Inhibition of myeloperoxidase-mediated hypochlorous acid production by nitroxides

Tissue damage resulting from the extracellular production of HOCl (hypochlorous acid) by the MPO (myeloperoxidase)-hydrogen peroxide-chloride system of activated phagocytes is implicated as a key event in the progression of a number of human inflammatory diseases. Consequently, there is considerable interest in the development of therapeutically useful MPO inhibitors. Nitroxides are well established antioxidant compounds of low toxicity that can attenuate oxidative damage in animal models of inflammatory disease. They are believed to exert protective effects principally by acting as superoxide dismutase mimetics or radical scavengers. However, we show here that nitroxides can also potently inhibit MPO-mediated HOCl production, with the nitroxide 4-aminoTEMPO inhibiting HOCl production by MPO and by neutrophils with IC50 values of approx. 1 and 6 μM respectively.

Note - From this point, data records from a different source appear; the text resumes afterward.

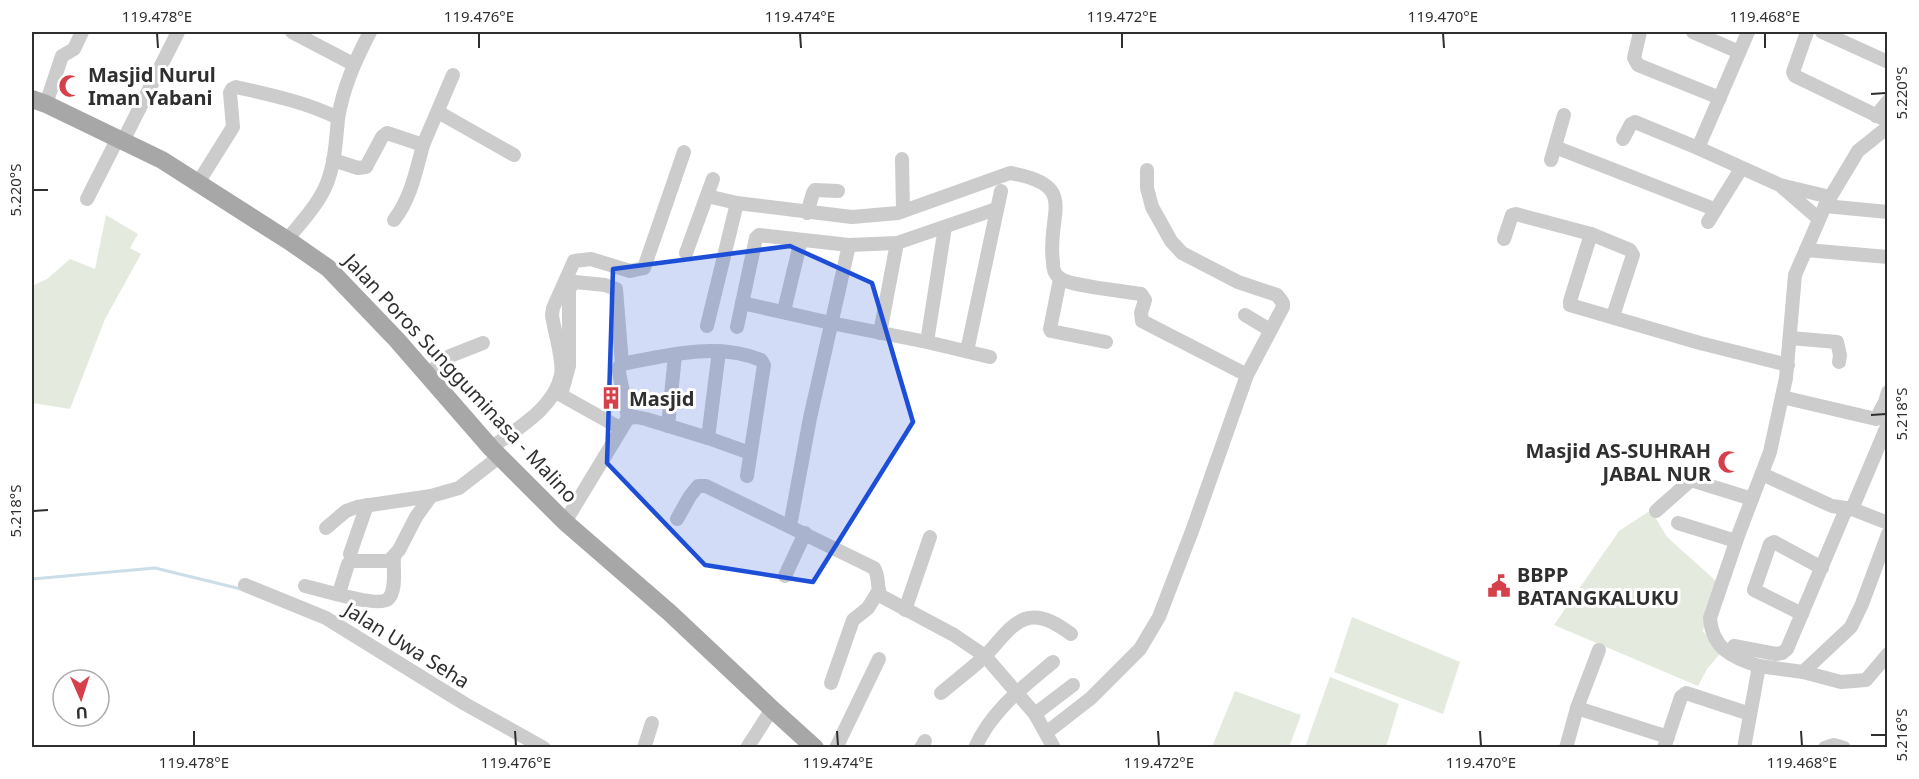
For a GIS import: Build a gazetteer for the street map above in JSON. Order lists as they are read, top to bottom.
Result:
{
  "streets": {
    "main road": ["Jalan Poros Sungguminasa - Malino"],
    "street": ["Jalan Uwa Seha"]
  },
  "places": {
    "mosque": ["Masjid Nurul Iman Yabani", "Masjid AS-SUHRAH JABAL NUR"],
    "building": ["Masjid"],
    "public building": ["BBPP BATANGKALUKU"]
  },
  "north": "bottom",
  "coordinates": [
    "119.478°E",
    "119.476°E",
    "119.474°E",
    "119.472°E",
    "119.470°E",
    "119.468°E",
    "5.220°S",
    "5.218°S",
    "5.216°S"
  ]
}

Structure–activity relationships were determined for a range of aliphatic and aromatic nitroxides, and inhibition of oxidative damage to two biologically-important protein targets (albumin and perlecan) are demonstrated. Inhibition was shown to involve one-electron oxidation of the nitroxides by the compound I form of MPO and accumulation of compound II. Haem destruction was also observed with some nitroxides. Inhibition of neutrophil HOCl production by nitroxides was antagonized by neutrophil-derived superoxide, with this attributed to superoxide-mediated reduction of compound II. This effect was marginal with 4-aminoTEMPO, probably due to the efficient superoxide dismutase-mimetic activity of this nitroxide. Overall, these data indicate that nitroxides have considerable promise as therapeutic agents for the inhibition of MPO-mediated damage in inflammatory diseases.